→ **Problem statement**
Of the entries below, return exactly those lines that fall between the one containing "padding:2px 4px; background:#0a0a0b;" and the one containing "position:absolute; left:1250px; top:692px;", the two end lines included.

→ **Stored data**
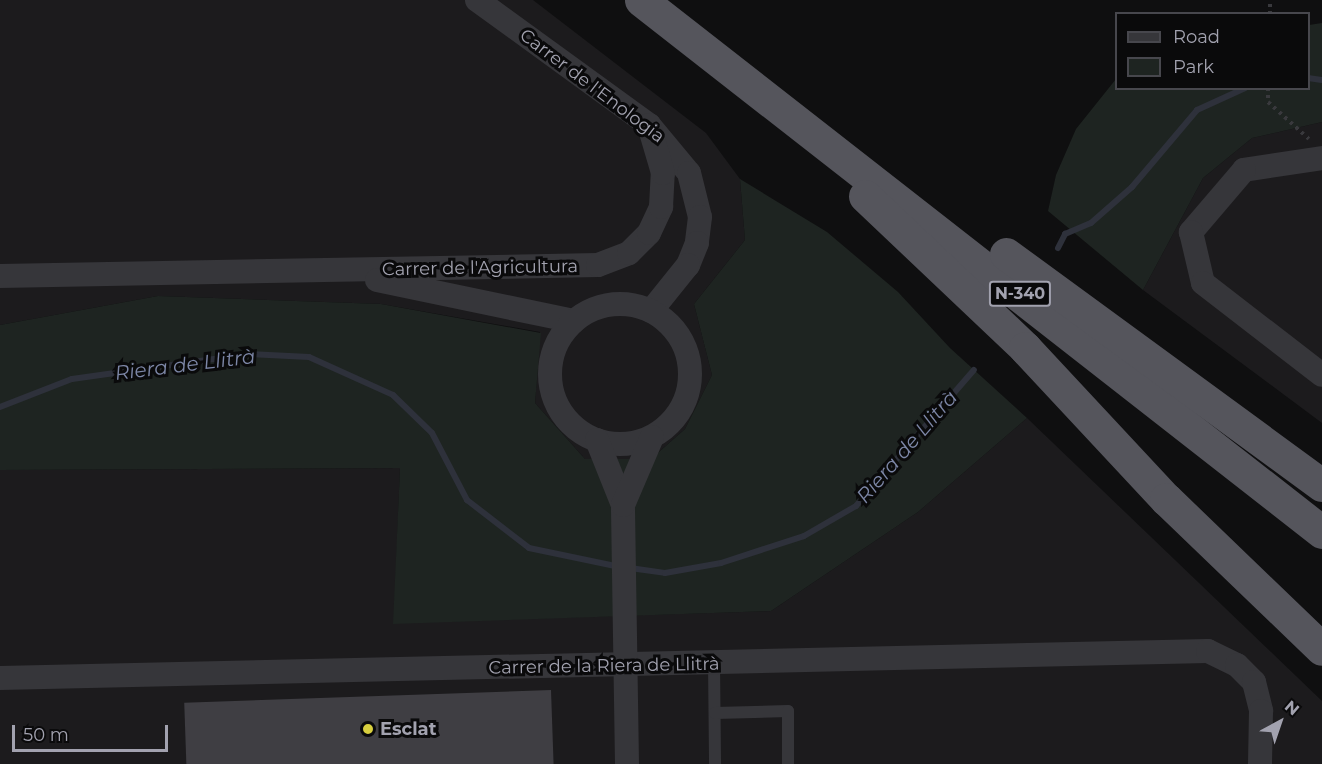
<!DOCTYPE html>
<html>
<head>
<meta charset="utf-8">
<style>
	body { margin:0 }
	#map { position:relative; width:1322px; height:764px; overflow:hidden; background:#0f0f10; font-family:Montserrat,sans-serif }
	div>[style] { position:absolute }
	.built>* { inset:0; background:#1c1b1d }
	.green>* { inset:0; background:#1e2421 }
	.stream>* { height:6px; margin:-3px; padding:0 3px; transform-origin:3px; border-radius:3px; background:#2e313b }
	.building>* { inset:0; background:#3f3e43; transform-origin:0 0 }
	.path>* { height:4px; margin-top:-2px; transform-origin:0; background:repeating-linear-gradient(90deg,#39393d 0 3px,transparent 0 7.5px) }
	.service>* { height:12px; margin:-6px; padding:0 6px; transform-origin:6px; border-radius:6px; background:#36363a }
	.minor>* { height:24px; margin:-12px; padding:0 12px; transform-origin:12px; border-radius:12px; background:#36363a }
	.minor>.ring { margin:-12px; padding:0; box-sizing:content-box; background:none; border:24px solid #36363a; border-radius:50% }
	.trunk>* { height:33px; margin:-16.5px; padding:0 16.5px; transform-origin:16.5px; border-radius:16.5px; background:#55555c }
	.dots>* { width:16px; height:16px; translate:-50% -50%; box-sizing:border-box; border:3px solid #0a0a0b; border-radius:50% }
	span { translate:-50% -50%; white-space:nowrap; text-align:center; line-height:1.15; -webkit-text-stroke:6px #0a0a0b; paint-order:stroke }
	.shield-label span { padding:2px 4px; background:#0a0a0b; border:2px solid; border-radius:4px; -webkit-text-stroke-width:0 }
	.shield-label { font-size:16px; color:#a2a2af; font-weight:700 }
	.street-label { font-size:18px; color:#a2a2af }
	.poi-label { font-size:18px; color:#a2a2af; font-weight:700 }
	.left { translate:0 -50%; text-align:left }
	.water-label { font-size:20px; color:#7d87a7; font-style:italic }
	.legend { position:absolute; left:1115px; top:12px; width:195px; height:78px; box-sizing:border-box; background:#0a0a0b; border:2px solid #47474d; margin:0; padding:8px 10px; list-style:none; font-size:18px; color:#a2a2af }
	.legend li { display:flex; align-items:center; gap:12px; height:30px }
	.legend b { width:30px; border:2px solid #47474d }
	.north { position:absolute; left:1250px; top:692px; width:60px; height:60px; -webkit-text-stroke:4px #0a0a0b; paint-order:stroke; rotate:40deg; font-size:16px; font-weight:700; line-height:24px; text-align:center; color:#a2a2af }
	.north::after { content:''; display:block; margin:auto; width:21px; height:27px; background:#a2a2af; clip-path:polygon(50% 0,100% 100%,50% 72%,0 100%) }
	.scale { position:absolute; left:12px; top:725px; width:156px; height:27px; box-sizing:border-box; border:3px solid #a2a2af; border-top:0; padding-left:8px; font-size:18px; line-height:21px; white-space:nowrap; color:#a2a2af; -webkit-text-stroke:4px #0a0a0b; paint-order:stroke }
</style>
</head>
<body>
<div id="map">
	<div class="built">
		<i style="clip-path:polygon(0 0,533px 0,706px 133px,740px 179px,745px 240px,694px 304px,712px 375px,685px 429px,651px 459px,585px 459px,535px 403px,540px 332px,381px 304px,158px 296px,0 325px)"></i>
		<i style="clip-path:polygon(1322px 122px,1322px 423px,1143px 290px,1203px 178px,1252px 138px)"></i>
		<i style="clip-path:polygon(1027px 418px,1322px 701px,1322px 764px,0 764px,0 470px,400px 468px,394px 623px,771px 611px,918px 512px)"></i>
	</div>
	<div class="green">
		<i style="clip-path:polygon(1322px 23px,1322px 122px,1252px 138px,1203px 178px,1143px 290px,1048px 211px,1056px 175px,1076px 129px,1116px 79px,1116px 88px,1308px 88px,1309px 25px)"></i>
		<i style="clip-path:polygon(740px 179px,827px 232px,898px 292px,950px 348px,1027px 418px,918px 512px,771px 611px,393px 624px,400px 468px,0 470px,0 325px,158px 296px,381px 304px,541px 333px,535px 403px,585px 459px,651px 459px,685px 429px,712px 375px,694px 304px,745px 240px)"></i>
	</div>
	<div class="stream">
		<i style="left:1308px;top:78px;width:14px;rotate:8deg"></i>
		<i style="left:1058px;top:248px;width:16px;rotate:-63deg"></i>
		<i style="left:1065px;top:234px;width:28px;rotate:-23deg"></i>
		<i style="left:1091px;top:223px;width:55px;rotate:-41.3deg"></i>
		<i style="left:1132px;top:187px;width:101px;rotate:-49.8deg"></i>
		<i style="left:1197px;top:110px;width:53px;rotate:-24.6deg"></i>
		<i style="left:0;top:407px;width:77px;rotate:-21.3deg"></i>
		<i style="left:72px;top:379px;width:181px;rotate:-8deg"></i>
		<i style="left:251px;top:354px;width:58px;rotate:3deg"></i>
		<i style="left:309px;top:357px;width:92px;rotate:24.3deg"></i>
		<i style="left:393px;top:395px;width:54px;rotate:44.3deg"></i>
		<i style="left:432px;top:433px;width:76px;rotate:62.4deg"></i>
		<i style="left:467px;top:500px;width:78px;rotate:37.7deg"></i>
		<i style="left:529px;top:548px;width:93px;rotate:11.8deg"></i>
		<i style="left:630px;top:568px;width:35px;rotate:8deg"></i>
		<i style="left:665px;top:573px;width:57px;rotate:-10.1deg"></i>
		<i style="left:721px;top:563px;width:87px;rotate:-18deg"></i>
		<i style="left:804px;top:536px;width:60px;rotate:-30deg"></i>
		<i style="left:856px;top:506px;width:180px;rotate:-49.1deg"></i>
	</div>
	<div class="building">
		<i style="left:551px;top:690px;width:74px;height:367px;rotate:88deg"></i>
	</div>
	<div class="path">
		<i style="left:1270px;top:14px;width:14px;rotate:-90deg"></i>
		<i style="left:1268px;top:88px;width:14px;rotate:90deg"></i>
		<i style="left:1268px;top:102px;width:55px;rotate:42.1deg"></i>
	</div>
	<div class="service">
		<i style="left:714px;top:663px;width:101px;rotate:89.4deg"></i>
		<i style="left:715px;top:713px;width:73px;rotate:-1.6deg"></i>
		<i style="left:788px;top:711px;width:53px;rotate:90deg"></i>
	</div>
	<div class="minor">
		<i style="left:477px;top:0;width:213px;rotate:36deg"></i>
		<i style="left:649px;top:125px;width:62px;rotate:50.2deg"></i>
		<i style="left:689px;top:173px;width:45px;rotate:76deg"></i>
		<i style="left:700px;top:217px;width:26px;rotate:97deg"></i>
		<i style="left:697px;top:243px;width:24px;rotate:112deg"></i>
		<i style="left:688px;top:265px;width:59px;rotate:128.8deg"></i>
		<i style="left:1322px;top:158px;width:79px;rotate:171.3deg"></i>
		<i style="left:1244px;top:170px;width:82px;rotate:130.5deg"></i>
		<i style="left:1191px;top:232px;width:52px;rotate:76.8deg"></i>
		<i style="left:1203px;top:283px;width:150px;rotate:37.7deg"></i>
		<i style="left:0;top:276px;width:598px;rotate:-1.05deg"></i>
		<i style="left:598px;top:265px;width:33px;rotate:-21deg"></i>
		<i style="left:629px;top:253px;width:28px;rotate:-45deg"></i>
		<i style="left:649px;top:233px;width:29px;rotate:-65deg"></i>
		<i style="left:661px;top:207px;width:34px;rotate:-87deg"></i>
		<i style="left:663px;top:173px;width:50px;rotate:-106.3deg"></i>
		<i style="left:377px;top:280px;width:201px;rotate:11.8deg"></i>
		<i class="ring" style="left:550px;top:304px;width:116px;height:116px"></i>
		<i style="left:597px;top:440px;width:70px;rotate:68.2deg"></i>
		<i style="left:0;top:678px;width:1208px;rotate:-1.28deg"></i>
		<i style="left:1208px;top:651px;width:32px;rotate:26deg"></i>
		<i style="left:1237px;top:665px;width:24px;rotate:45deg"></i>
		<i style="left:1254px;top:682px;width:30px;rotate:76deg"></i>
		<i style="left:1261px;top:711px;width:53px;rotate:91.1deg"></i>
		<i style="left:627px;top:764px;width:259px;rotate:-90.9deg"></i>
		<i style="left:623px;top:505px;width:74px;rotate:-66.9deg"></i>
	</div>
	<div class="trunk">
		<i style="left:641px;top:0;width:864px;rotate:38deg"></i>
		<i style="left:865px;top:196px;width:221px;rotate:43.5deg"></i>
		<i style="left:1025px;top:348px;width:207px;rotate:47deg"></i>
		<i style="left:1166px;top:499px;width:216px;rotate:43.9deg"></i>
		<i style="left:1006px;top:254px;width:391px;rotate:36.2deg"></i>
	</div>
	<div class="dots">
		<i style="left:368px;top:729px;background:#d8cf3f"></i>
	</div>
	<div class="shield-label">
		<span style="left:1020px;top:294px">N-340</span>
	</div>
	<div class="street-label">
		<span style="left:592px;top:86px;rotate:37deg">Carrer de l'Enologia</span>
		<span style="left:480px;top:268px;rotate:-1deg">Carrer de l'Agricultura</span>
		<span style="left:604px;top:666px;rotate:-1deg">Carrer de la Riera de Llitrà</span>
	</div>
	<div class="poi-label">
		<span class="left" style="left:380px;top:729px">Esclat</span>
	</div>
	<div class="water-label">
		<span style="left:185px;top:365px;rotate:-7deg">Riera de Llitrà</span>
		<span style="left:907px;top:447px;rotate:-49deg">Riera de Llitrà</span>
	</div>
	<ul class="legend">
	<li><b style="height:8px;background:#36363a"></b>Road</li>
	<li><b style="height:16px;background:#1e2421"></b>Park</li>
	</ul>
	<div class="north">N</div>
	<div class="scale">50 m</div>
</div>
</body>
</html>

→ **Answer to the exercise**
	.shield-label span { padding:2px 4px; background:#0a0a0b; border:2px solid; border-radius:4px; -webkit-text-stroke-width:0 }
	.shield-label { font-size:16px; color:#a2a2af; font-weight:700 }
	.street-label { font-size:18px; color:#a2a2af }
	.poi-label { font-size:18px; color:#a2a2af; font-weight:700 }
	.left { translate:0 -50%; text-align:left }
	.water-label { font-size:20px; color:#7d87a7; font-style:italic }
	.legend { position:absolute; left:1115px; top:12px; width:195px; height:78px; box-sizing:border-box; background:#0a0a0b; border:2px solid #47474d; margin:0; padding:8px 10px; list-style:none; font-size:18px; color:#a2a2af }
	.legend li { display:flex; align-items:center; gap:12px; height:30px }
	.legend b { width:30px; border:2px solid #47474d }
	.north { position:absolute; left:1250px; top:692px; width:60px; height:60px; -webkit-text-stroke:4px #0a0a0b; paint-order:stroke; rotate:40deg; font-size:16px; font-weight:700; line-height:24px; text-align:center; color:#a2a2af }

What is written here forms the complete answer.